Report every line of the records below that contains the word "name".
───── Input for this task
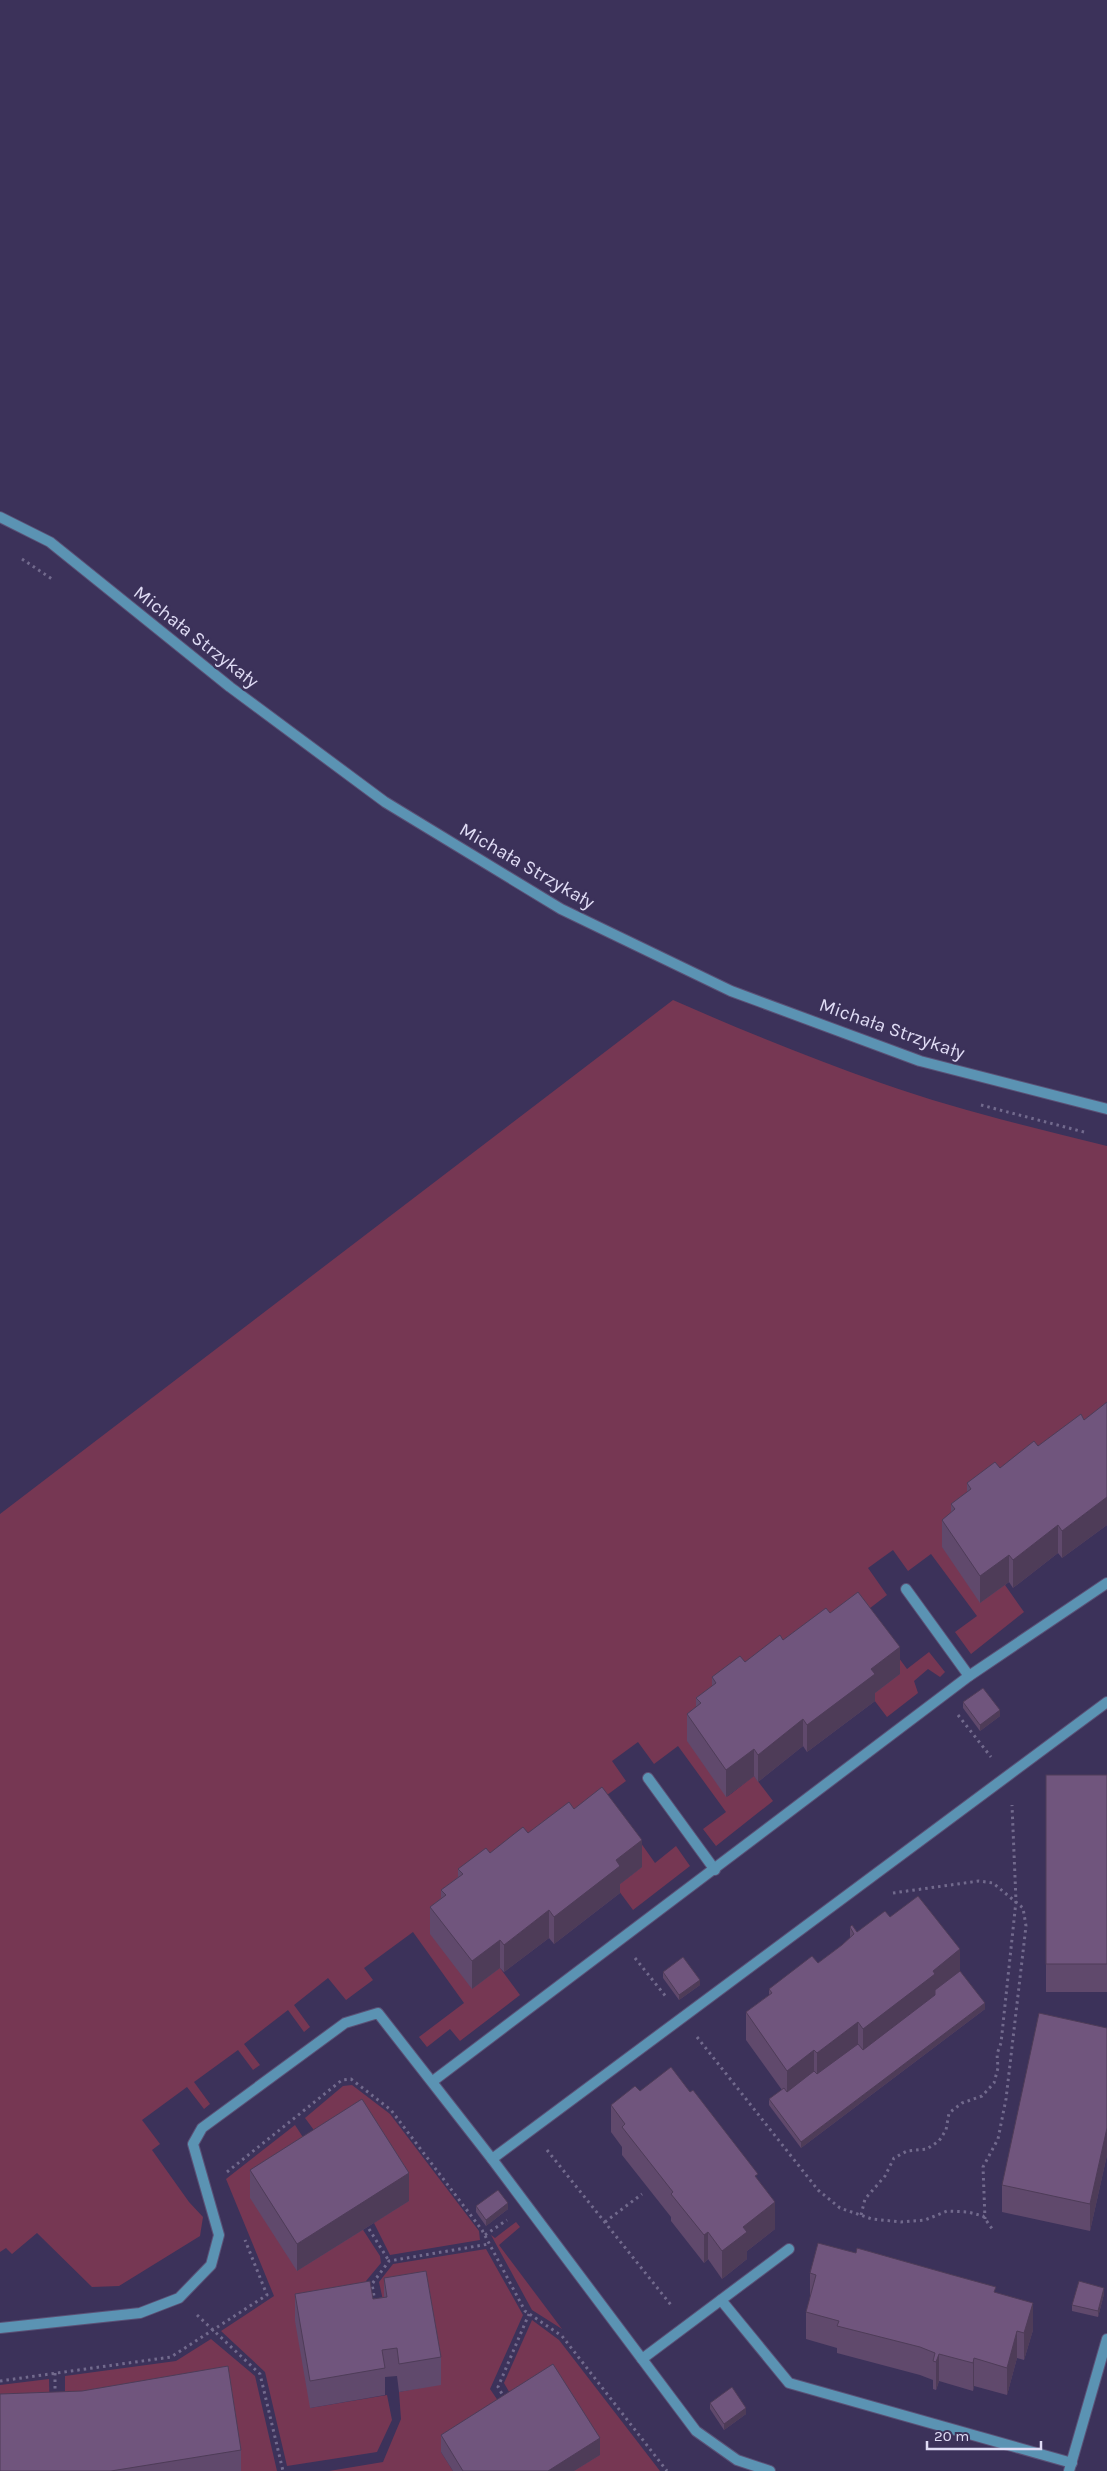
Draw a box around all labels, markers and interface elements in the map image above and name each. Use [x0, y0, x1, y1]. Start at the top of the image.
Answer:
──────────
───── Input for this task
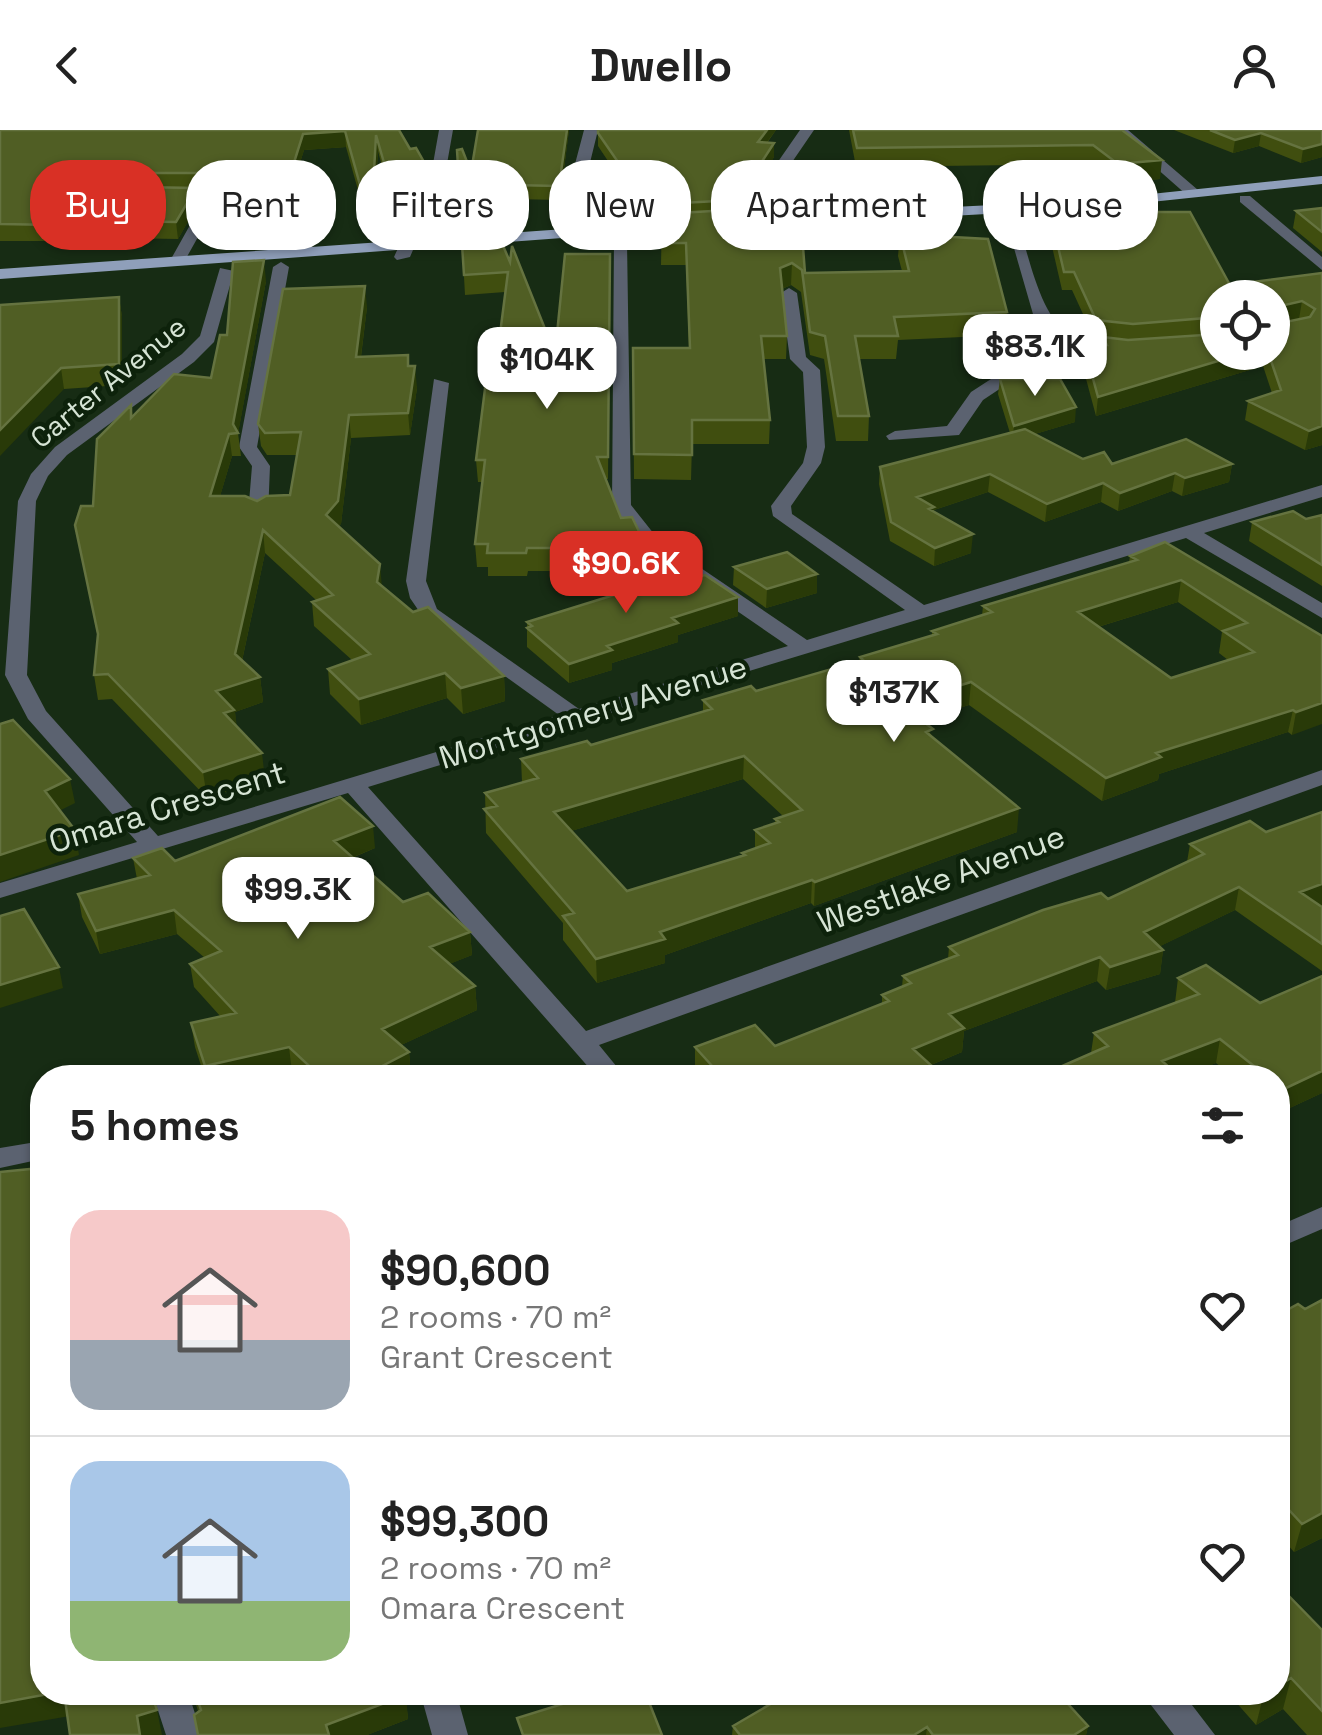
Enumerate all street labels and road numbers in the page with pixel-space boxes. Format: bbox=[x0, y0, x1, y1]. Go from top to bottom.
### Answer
──────────
───── Input for this task
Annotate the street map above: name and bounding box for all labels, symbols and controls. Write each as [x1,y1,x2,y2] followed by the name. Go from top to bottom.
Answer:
──────────
Result:
Draw a box around all labels, markers and interface elements in the map image above and name each. Use [x0, y0, x1, y1]. Start at the top of the image.
Annotate the street map above: name and bounding box for all labels, symbols and controls. Write each as [x1,y1,x2,y2] followed by the name. Go from top to bottom.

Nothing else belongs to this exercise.